---------- Data excerpts

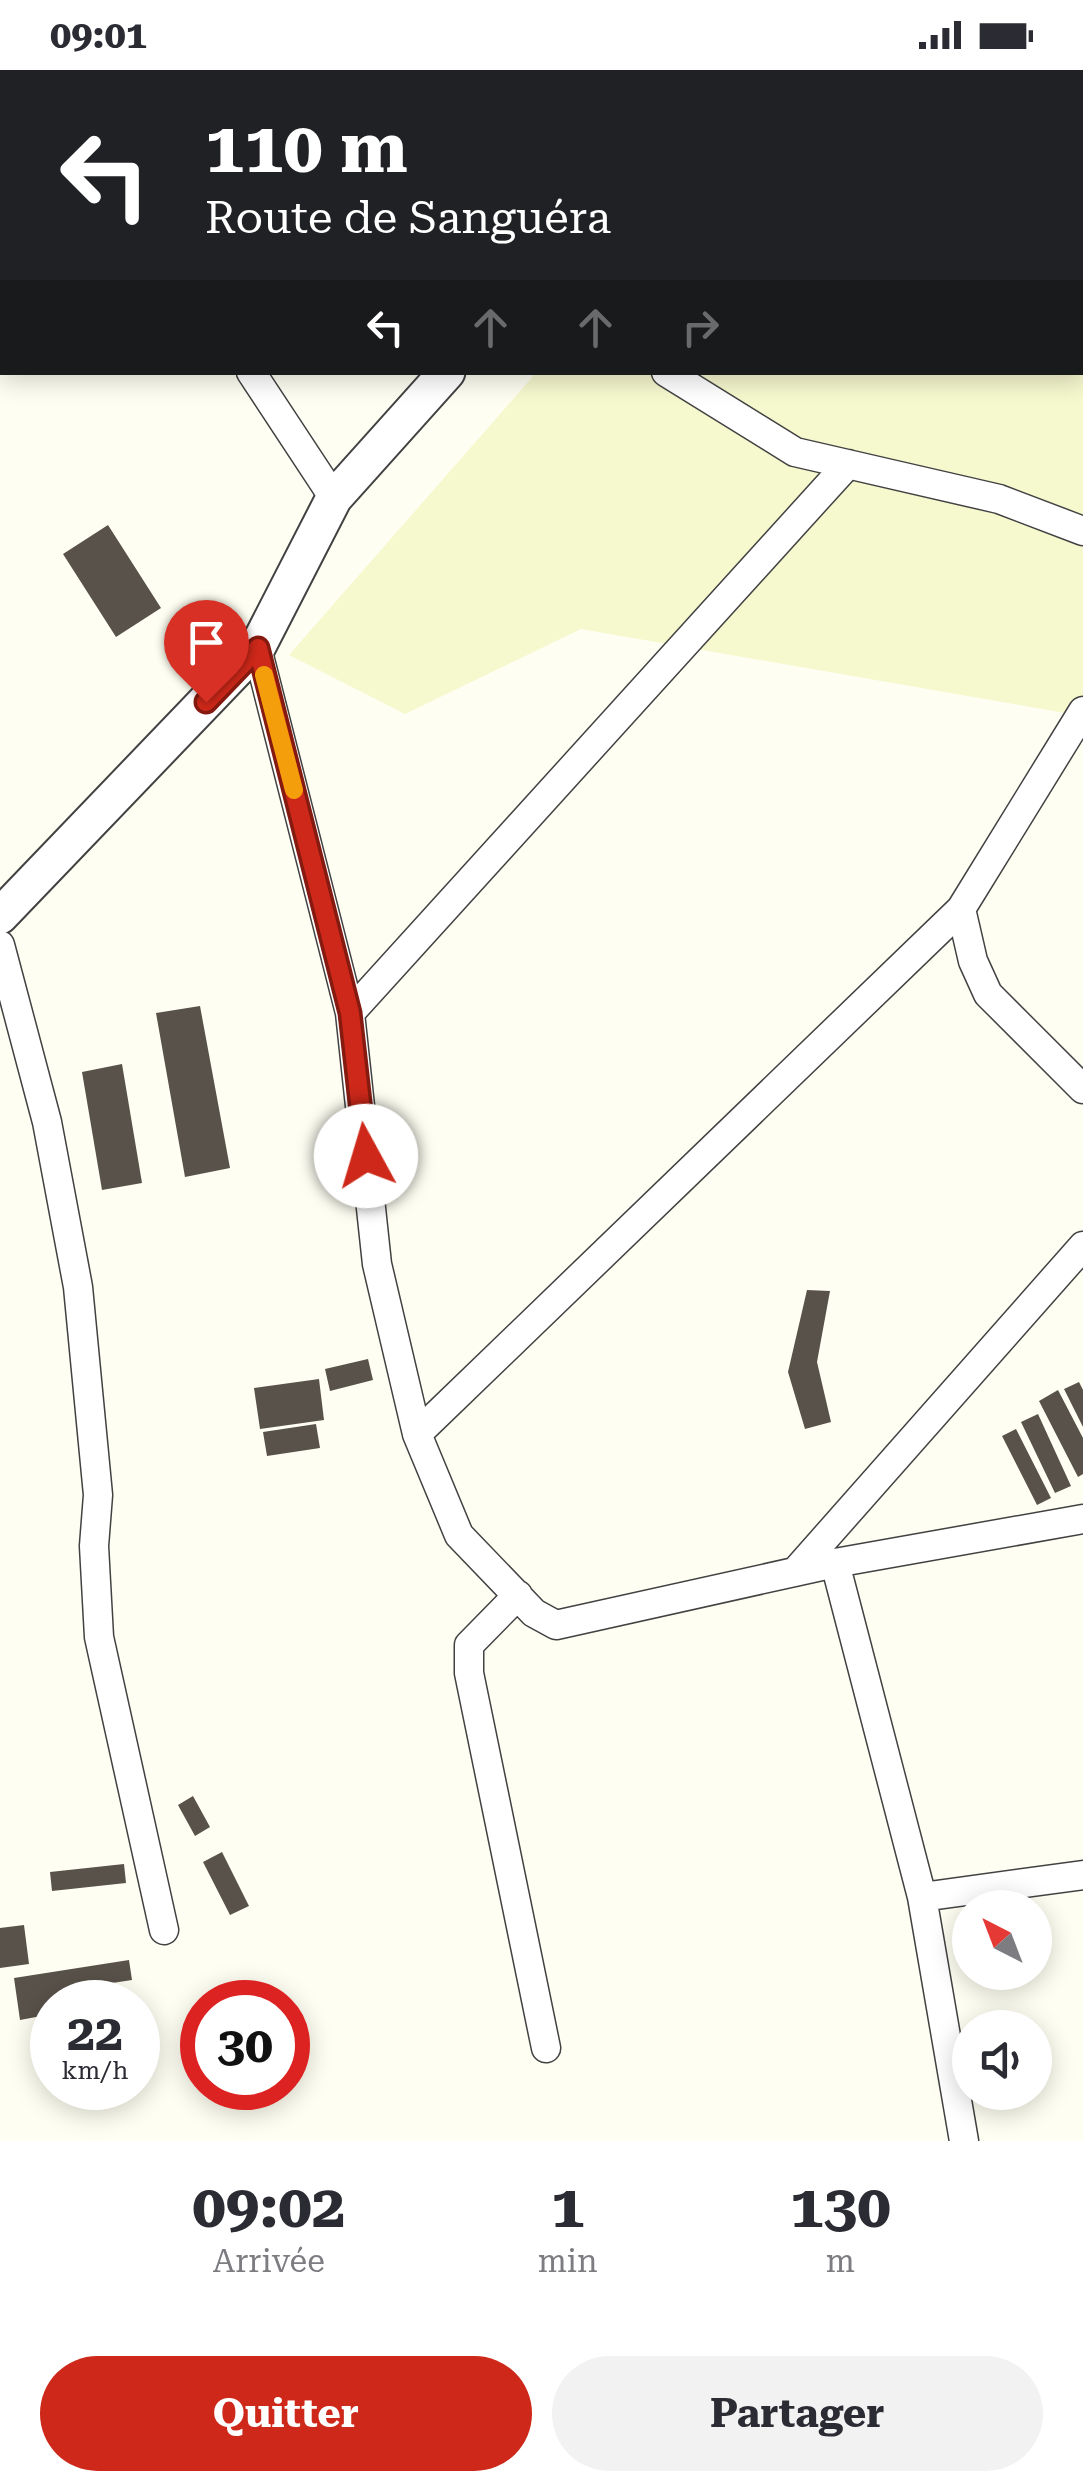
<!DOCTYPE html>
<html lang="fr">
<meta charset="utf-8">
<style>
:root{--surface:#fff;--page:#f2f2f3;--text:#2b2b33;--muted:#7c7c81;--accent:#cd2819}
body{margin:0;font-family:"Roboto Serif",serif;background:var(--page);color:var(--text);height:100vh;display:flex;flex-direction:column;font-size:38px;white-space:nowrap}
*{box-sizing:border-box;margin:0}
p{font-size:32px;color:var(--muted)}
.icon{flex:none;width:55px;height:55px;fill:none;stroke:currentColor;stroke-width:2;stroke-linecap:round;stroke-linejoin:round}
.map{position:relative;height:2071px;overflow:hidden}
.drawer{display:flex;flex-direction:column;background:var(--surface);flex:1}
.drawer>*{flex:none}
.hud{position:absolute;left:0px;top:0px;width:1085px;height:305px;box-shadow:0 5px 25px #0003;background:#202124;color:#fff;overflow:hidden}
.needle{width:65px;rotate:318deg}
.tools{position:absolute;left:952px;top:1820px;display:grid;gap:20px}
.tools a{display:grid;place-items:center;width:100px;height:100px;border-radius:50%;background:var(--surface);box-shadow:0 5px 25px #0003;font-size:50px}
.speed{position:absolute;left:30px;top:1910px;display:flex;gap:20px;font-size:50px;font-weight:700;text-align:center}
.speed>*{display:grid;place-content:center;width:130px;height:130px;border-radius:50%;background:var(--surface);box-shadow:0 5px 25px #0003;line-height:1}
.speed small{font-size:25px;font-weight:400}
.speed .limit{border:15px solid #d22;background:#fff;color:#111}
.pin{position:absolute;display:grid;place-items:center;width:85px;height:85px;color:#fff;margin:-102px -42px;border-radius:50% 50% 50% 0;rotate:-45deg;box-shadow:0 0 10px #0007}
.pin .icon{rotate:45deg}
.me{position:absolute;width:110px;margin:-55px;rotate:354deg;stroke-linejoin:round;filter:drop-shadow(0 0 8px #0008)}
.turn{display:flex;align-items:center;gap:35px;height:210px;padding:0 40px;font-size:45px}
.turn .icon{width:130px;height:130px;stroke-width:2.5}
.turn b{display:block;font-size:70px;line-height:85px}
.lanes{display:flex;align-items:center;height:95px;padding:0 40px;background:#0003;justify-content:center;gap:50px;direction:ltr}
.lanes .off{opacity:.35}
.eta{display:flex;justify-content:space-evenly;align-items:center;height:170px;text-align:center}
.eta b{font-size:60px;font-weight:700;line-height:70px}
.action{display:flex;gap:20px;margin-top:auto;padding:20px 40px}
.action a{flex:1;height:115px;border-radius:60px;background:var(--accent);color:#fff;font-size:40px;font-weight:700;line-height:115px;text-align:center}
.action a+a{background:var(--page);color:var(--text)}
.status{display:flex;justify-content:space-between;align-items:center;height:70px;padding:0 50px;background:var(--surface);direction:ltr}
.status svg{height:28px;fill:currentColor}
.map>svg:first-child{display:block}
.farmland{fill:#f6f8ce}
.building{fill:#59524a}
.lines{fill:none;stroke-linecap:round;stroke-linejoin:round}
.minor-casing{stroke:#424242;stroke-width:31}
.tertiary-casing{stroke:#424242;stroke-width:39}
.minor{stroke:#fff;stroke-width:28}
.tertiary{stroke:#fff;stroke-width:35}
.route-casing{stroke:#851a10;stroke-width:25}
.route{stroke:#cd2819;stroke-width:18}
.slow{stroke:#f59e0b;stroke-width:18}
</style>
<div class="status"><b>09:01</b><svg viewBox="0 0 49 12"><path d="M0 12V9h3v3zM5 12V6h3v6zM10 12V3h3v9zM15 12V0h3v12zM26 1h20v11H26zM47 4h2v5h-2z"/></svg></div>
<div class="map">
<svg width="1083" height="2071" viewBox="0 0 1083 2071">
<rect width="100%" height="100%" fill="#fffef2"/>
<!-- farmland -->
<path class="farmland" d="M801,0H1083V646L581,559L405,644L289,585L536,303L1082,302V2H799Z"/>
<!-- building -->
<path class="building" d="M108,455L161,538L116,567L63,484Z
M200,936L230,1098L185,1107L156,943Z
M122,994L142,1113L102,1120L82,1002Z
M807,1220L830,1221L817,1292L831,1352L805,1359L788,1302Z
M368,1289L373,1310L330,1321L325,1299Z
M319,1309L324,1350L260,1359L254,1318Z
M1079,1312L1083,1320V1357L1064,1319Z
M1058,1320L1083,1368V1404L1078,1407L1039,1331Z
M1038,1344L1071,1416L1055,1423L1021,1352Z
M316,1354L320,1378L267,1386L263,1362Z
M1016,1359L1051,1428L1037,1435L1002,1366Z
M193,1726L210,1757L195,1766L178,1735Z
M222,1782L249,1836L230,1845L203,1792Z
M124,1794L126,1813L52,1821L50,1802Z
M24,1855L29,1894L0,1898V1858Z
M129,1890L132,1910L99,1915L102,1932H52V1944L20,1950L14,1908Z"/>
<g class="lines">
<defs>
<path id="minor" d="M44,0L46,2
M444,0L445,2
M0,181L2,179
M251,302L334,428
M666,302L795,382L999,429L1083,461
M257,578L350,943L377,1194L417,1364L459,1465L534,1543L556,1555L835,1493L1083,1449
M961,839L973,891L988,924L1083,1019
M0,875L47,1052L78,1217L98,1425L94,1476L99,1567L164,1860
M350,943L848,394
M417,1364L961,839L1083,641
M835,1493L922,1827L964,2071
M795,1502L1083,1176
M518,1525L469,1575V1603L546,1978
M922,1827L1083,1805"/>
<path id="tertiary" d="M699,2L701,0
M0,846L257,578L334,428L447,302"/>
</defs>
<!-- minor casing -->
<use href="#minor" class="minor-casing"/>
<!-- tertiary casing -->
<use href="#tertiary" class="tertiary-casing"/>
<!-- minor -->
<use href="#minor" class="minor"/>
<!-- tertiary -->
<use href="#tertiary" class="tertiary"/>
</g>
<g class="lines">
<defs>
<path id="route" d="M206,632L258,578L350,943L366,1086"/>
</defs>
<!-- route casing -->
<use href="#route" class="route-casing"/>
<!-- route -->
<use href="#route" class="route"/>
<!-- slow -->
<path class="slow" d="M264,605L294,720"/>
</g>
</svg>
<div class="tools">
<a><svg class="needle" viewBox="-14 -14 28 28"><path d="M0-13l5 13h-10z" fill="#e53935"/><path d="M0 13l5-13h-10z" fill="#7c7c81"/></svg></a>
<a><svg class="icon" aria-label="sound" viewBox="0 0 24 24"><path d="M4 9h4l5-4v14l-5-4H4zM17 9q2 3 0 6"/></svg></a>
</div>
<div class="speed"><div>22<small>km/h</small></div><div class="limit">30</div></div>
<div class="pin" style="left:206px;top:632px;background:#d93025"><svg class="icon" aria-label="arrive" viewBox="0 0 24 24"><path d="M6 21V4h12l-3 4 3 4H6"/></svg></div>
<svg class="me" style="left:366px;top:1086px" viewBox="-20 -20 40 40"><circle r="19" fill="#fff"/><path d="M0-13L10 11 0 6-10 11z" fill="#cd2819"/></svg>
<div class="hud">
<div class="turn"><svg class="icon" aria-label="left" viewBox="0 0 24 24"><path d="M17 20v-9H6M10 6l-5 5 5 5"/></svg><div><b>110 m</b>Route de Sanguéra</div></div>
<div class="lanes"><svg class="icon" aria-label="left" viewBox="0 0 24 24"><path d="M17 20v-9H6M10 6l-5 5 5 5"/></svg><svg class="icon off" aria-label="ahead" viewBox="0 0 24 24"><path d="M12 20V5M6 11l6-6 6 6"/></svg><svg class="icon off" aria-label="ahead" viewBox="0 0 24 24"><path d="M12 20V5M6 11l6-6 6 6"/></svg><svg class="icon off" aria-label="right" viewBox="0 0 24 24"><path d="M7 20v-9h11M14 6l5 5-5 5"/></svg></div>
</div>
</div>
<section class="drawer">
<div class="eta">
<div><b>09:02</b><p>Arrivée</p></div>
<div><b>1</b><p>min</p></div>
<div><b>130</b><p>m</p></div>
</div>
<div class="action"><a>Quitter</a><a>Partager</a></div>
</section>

--------------------

__What to work on__
Pick from the records each line that contains the word "limit" and show it.

__Output for this exercise__
.speed .limit{border:15px solid #d22;background:#fff;color:#111}
<div class="speed"><div>22<small>km/h</small></div><div class="limit">30</div></div>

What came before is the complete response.